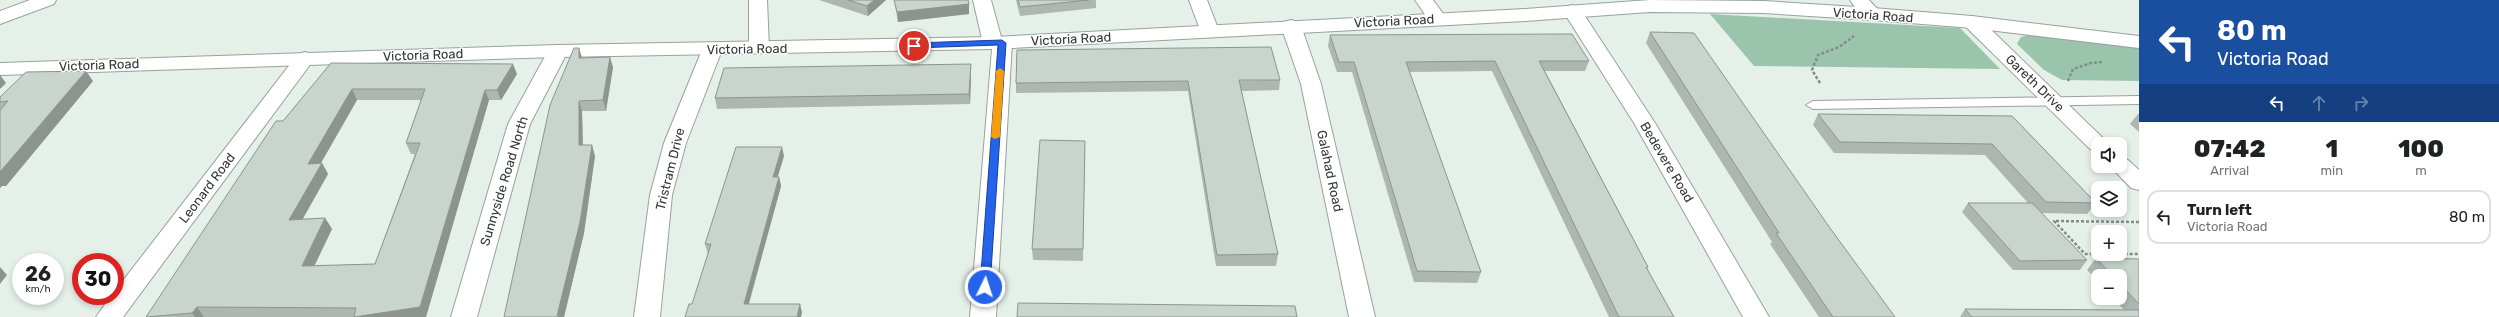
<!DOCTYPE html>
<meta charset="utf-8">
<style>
:root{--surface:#fff;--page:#f2f2f2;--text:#202124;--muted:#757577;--line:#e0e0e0}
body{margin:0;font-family:Rubik,sans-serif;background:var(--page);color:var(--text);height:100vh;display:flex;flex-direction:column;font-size:15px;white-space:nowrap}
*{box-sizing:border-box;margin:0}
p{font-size:13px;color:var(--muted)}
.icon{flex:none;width:22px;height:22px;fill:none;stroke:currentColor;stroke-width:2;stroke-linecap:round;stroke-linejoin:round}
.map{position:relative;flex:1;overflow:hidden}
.side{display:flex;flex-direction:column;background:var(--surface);width:360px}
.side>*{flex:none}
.hud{background:#1a4fa0;color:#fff;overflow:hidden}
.tools{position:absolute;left:2091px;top:137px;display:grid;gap:8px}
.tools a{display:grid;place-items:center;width:36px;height:36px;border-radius:8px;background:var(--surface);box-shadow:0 2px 6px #0003;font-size:20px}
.speed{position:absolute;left:12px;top:253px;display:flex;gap:8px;font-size:20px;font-weight:700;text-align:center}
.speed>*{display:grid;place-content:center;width:52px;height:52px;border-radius:50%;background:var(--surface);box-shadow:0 2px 6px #0003;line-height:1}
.speed small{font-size:10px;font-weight:400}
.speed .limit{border:6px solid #d22;background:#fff;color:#111}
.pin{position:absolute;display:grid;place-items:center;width:34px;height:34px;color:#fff;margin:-17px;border:2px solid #fff;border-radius:50%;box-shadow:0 1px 4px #0007}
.me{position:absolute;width:44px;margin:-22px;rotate:4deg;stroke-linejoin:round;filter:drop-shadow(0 0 3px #0008)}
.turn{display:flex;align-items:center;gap:14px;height:84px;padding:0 12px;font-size:18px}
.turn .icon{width:52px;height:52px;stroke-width:2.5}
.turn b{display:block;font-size:28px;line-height:34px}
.lanes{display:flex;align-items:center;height:38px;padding:0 12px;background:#0003;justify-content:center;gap:20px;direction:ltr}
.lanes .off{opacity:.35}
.eta{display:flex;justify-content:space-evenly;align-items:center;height:68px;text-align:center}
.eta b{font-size:24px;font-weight:800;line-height:28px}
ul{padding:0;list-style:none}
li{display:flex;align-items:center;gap:12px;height:54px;margin:0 8px 6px;padding:0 4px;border:2px solid var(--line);border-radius:12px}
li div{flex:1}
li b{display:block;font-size:15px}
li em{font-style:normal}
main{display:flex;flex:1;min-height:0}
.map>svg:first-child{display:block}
.green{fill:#9bc4ac}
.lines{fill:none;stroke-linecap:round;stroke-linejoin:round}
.lane-casing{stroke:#98a29c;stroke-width:2}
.street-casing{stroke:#98a29c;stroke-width:2}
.secondary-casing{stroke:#98a29c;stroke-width:2}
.path{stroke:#858c88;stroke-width:2.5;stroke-dasharray:3 2;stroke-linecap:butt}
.lane{fill:#fff;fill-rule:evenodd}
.street{fill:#fff;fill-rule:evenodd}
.secondary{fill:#fff;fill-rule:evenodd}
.wall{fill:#adb6b0;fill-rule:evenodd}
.shaded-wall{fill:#8d9490}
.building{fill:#c9d4cd;stroke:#8d9490;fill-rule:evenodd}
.route{fill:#2563eb;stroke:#184099}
.slow{fill:#f59e0b}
.labels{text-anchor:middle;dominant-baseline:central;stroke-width:3;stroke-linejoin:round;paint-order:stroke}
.street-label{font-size:13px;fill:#333735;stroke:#fff}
</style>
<main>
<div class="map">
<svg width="2139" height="317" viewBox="0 0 2139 317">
<rect width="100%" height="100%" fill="#e5f0e9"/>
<path class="green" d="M1710,14L1960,28L2000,69L1754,66Z
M2028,35L2139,46V81L2062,80L2044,70L2017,44L2021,37Z"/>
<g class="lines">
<g class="lane-casing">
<path id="lane" d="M2139,96V104L1813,109L1806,105L1813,101Z"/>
</g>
<g class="street-casing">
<path id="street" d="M30,0H56L54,4L0,24V11Z
M749,0H767L769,49L766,53H752L749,49Z
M973,0H991L1001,37L1009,39L1012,43L996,317H970L992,49L986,47L983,43Z
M1189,0H1207L1219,31L1216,35H1202Z
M1415,0H1433L1447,19L1445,23H1431Z
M1850,0H1869L1882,14L1880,18C1866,21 1857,11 1850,0Z
M1572,5L1579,7L1655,123L1769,317H1743L1634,123L1563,11L1565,7Z
M1972,16L1979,18L2109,144H2098V151L2090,149L1965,26L1963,22L1965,18Z
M1291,20L1298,22L1301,26L1321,84L1375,317H1349L1301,84L1281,26L1284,22Z
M712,44L719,46L722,50L686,143L672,195L660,317H634L650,195L664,143L702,50L705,46Z
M558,45L565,47L568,51L530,124L477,317H451L508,124L548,51L551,47Z
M305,52L312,54L315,58L123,317H96L111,296H115V291L298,54Z
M2120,158L2128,160L2139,170V190L2131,188L2110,166H2120Z"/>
</g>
<g class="secondary-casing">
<path id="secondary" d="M1650,0L1764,1L1873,8L1972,16L2139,36V48L1972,28L1873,20L1764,13L1650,12L1525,21L993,49L558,57L0,75V63L558,45L993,37L1525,9Z"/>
</g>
<path class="path" d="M2068,81L2073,69L2091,63L2103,62
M1820,83L1812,70L1818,55L1839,47L1854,36
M2139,222L2054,221L2085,254H2139"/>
<use href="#lane" class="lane"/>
<use href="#street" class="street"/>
<use href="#secondary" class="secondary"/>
</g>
<path class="wall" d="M819,0H886L868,16Z
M894,0H968L969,4V14L898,22Z
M1016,0H1096V8L1020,16Z
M1650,32L1830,228L1895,317H1819L1770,244L1772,242L1646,43Z
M1330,35L1589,61L1585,71H1545L1648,267L1647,269L1674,317H1609L1492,71L1409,72L1481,272L1477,283L1414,282L1352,72H1337L1328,46Z
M582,58L613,67L606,111H582L583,145L595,156L584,233L564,317H504Z
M331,63L517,74L501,100H489L426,317H146L283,121ZM357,100H421L406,143L411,154H415L375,264L314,266L332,229L325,218L302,219L328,174L322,163H321Z
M971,64V75L970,104L717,109L715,98Z
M1280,80L1279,90L1241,91L1278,254L1276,266H1216L1188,91L1016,93V83Z
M93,81L6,186H2L0,188V97Z
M1818,114L2012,116L2096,203L2087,214L2042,213L2087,260L2080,270H2013L1962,212L1968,203H2028L1985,155L1834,153L1813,125Z
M2138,114H2139V132L2130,124Z
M1085,141L1083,261L1033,260L1032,249Z
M784,156L777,177H779L781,186L749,304H800L802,313L692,304L708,254L705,244Z
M2096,258L2139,259V317H1960L1965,309L2124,310L2113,298H2120V276H2098V281L2087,270Z"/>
<path class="shaded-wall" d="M874,0H886L868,16L867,6Z
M969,4V14L898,22L897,12Z
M579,48L582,58H579Z
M610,57L613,67L606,111L603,100Z
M513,64L517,74L501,100L497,90Z
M971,64V75L970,104L969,94Z
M86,71L93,81L6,186H2L0,188V172Z
M0,75L6,83L0,89Z
M352,89L357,100L314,175L308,164Z
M485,90L489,100L426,317H354Z
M579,101L582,111L583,156L579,145Z
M592,145L595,156L584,233L564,317H557V316Z
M782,147L784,156L775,186L773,177Z
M322,163L328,174L296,231L289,220Z
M779,177L781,186L746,313L744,304Z
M325,218L332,229L309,277L302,266Z
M0,267L7,275L0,284Z
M800,304L802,313L801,317H797Z
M197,307L204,317H195L192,313Z"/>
<path class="building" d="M848,0H874L867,6Z
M894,0H968L969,4L897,12Z
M1018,0H1089L1020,7Z
M1650,32L1694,33L1830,228L1895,317H1833L1776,233H1779Z
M1572,34L1589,61H1539L1648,267H1646L1674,317H1619L1495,61L1406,62L1481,272L1417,271L1354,62H1339L1330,35Z
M1271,47L1280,80H1239L1278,254L1217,255L1188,81L1016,83L1017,50Z
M574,48H579V58L610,57L603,100L579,101V145H592L580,222L557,316L559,315V317H504L550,105Z
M331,63L513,64L497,90H485L420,307L354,317L356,308L197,307L192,313L146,317L276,121H283ZM352,89H425L406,143H420L375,264L302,266L325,218L289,220L322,163L308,164Z
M971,64L969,94L715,98L724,68Z
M86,71L0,172V110L8,101L0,102V97L26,72Z
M1818,114L2012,116L2096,203L2046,202L1992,144L1840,142Z
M1040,140L1085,141L1083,249H1032Z
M736,147H782L773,177H779L744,304H800L797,317H685L689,304H692L711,244H705Z
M1968,203H2032L2087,260L2020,261Z
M2096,258L2139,259V304L2120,284V276H2113Z
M1018,303L1295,306L1297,317H1017Z
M1965,309L2139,310V317H1972Z"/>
<path class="route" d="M1002,40L1006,43L990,287L985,290L980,287L998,45L914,48L910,46L914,43Z"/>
<path class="slow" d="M1000,68L1004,71L1000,137L995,139L991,137L996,71Z"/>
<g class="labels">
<g class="street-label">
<text transform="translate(1873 15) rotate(4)">Victoria Road</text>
<text transform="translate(1394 21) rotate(-3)">Victoria Road</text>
<text transform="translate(1071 39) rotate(-3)">Victoria Road</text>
<text transform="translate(747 49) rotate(-1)">Victoria Road</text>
<text transform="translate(423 55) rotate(-2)">Victoria Road</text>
<text transform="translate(99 65) rotate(-2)">Victoria Road</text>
<text transform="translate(2035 83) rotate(44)">Gareth Drive</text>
<text transform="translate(1667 162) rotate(59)">Bedevere Road</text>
<text transform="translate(670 169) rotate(-76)">Tristram Drive</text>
<text transform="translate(1330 171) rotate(78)">Galahad Road</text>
<text transform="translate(504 181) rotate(-73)">Sunnyside Road North</text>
<text transform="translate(207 188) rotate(-53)">Leonard Road</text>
</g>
</g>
</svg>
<div class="tools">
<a><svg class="icon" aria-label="sound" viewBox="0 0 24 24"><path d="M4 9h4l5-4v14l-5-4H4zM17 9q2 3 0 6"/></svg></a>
<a><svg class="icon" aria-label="layers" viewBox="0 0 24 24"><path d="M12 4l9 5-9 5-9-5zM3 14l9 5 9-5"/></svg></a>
<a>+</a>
<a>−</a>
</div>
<div class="speed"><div>26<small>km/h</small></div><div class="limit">30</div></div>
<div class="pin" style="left:914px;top:46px;background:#d93025"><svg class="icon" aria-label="arrive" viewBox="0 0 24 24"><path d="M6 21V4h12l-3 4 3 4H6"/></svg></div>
<svg class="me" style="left:985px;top:287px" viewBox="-20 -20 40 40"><circle r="17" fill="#2563eb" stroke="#fff" stroke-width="3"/><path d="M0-11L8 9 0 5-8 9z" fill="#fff"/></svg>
</div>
<section class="side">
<div class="hud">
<div class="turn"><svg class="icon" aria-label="left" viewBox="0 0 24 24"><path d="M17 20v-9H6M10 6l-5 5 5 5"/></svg><div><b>80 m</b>Victoria Road</div></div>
<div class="lanes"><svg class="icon" aria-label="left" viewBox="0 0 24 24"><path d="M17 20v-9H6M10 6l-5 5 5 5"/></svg><svg class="icon off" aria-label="ahead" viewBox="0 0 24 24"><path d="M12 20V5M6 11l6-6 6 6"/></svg><svg class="icon off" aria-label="right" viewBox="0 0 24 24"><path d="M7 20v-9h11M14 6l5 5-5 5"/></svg></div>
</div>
<div class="eta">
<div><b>07:42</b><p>Arrival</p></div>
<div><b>1</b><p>min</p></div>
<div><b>100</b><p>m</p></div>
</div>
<ul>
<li><svg class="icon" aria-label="left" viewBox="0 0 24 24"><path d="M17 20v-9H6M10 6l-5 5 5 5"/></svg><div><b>Turn left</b><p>Victoria Road</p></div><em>80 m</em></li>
</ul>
</section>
</main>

§ **PROBLEM**
Report each line of the material above where the word "overflow" appears.

§ **EXERCISE OUTPUT**
.map{position:relative;flex:1;overflow:hidden}
.hud{background:#1a4fa0;color:#fff;overflow:hidden}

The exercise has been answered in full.